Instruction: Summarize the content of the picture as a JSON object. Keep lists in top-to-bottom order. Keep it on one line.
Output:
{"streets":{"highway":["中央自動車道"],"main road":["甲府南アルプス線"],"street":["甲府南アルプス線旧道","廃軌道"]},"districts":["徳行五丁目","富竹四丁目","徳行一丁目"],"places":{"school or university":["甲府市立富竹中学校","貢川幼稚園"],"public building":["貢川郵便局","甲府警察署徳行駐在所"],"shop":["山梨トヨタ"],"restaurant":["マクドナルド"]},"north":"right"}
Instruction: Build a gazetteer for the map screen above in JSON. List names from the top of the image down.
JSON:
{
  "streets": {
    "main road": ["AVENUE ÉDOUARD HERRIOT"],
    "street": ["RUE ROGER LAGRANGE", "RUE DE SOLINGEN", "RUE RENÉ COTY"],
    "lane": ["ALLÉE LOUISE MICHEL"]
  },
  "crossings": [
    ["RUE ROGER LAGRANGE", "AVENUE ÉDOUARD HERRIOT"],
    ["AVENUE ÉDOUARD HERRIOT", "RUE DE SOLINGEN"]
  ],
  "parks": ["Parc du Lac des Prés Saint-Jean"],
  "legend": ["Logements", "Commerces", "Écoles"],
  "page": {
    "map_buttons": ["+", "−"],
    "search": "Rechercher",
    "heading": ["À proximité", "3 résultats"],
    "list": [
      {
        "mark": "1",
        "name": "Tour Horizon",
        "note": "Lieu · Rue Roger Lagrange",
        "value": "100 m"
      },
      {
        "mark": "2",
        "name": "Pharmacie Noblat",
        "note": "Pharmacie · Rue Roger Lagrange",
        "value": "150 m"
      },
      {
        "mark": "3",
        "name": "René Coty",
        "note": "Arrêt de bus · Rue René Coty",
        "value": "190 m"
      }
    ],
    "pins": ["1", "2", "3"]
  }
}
━━━━━━━━
DESCRIPTION OF THE TASK => Transcribe the listing from start to finish, exactly as given.

SOLUTION =>
Instruction: Summarize the content of the picture as a JSON object. Keep lists in top-to-bottom order. Keep it on one line.
Output:
{"streets":{"highway":["中央自動車道"],"main road":["甲府南アルプス線"],"street":["甲府南アルプス線旧道","廃軌道"]},"districts":["徳行五丁目","富竹四丁目","徳行一丁目"],"places":{"school or university":["甲府市立富竹中学校","貢川幼稚園"],"public building":["貢川郵便局","甲府警察署徳行駐在所"],"shop":["山梨トヨタ"],"restaurant":["マクドナルド"]},"north":"right"}
Instruction: Build a gazetteer for the map screen above in JSON. List names from the top of the image down.
JSON:
{
  "streets": {
    "main road": ["AVENUE ÉDOUARD HERRIOT"],
    "street": ["RUE ROGER LAGRANGE", "RUE DE SOLINGEN", "RUE RENÉ COTY"],
    "lane": ["ALLÉE LOUISE MICHEL"]
  },
  "crossings": [
    ["RUE ROGER LAGRANGE", "AVENUE ÉDOUARD HERRIOT"],
    ["AVENUE ÉDOUARD HERRIOT", "RUE DE SOLINGEN"]
  ],
  "parks": ["Parc du Lac des Prés Saint-Jean"],
  "legend": ["Logements", "Commerces", "Écoles"],
  "page": {
    "map_buttons": ["+", "−"],
    "search": "Rechercher",
    "heading": ["À proximité", "3 résultats"],
    "list": [
      {
        "mark": "1",
        "name": "Tour Horizon",
        "note": "Lieu · Rue Roger Lagrange",
        "value": "100 m"
      },
      {
        "mark": "2",
        "name": "Pharmacie Noblat",
        "note": "Pharmacie · Rue Roger Lagrange",
        "value": "150 m"
      },
      {
        "mark": "3",
        "name": "René Coty",
        "note": "Arrêt de bus · Rue René Coty",
        "value": "190 m"
      }
    ],
    "pins": ["1", "2", "3"]
  }
}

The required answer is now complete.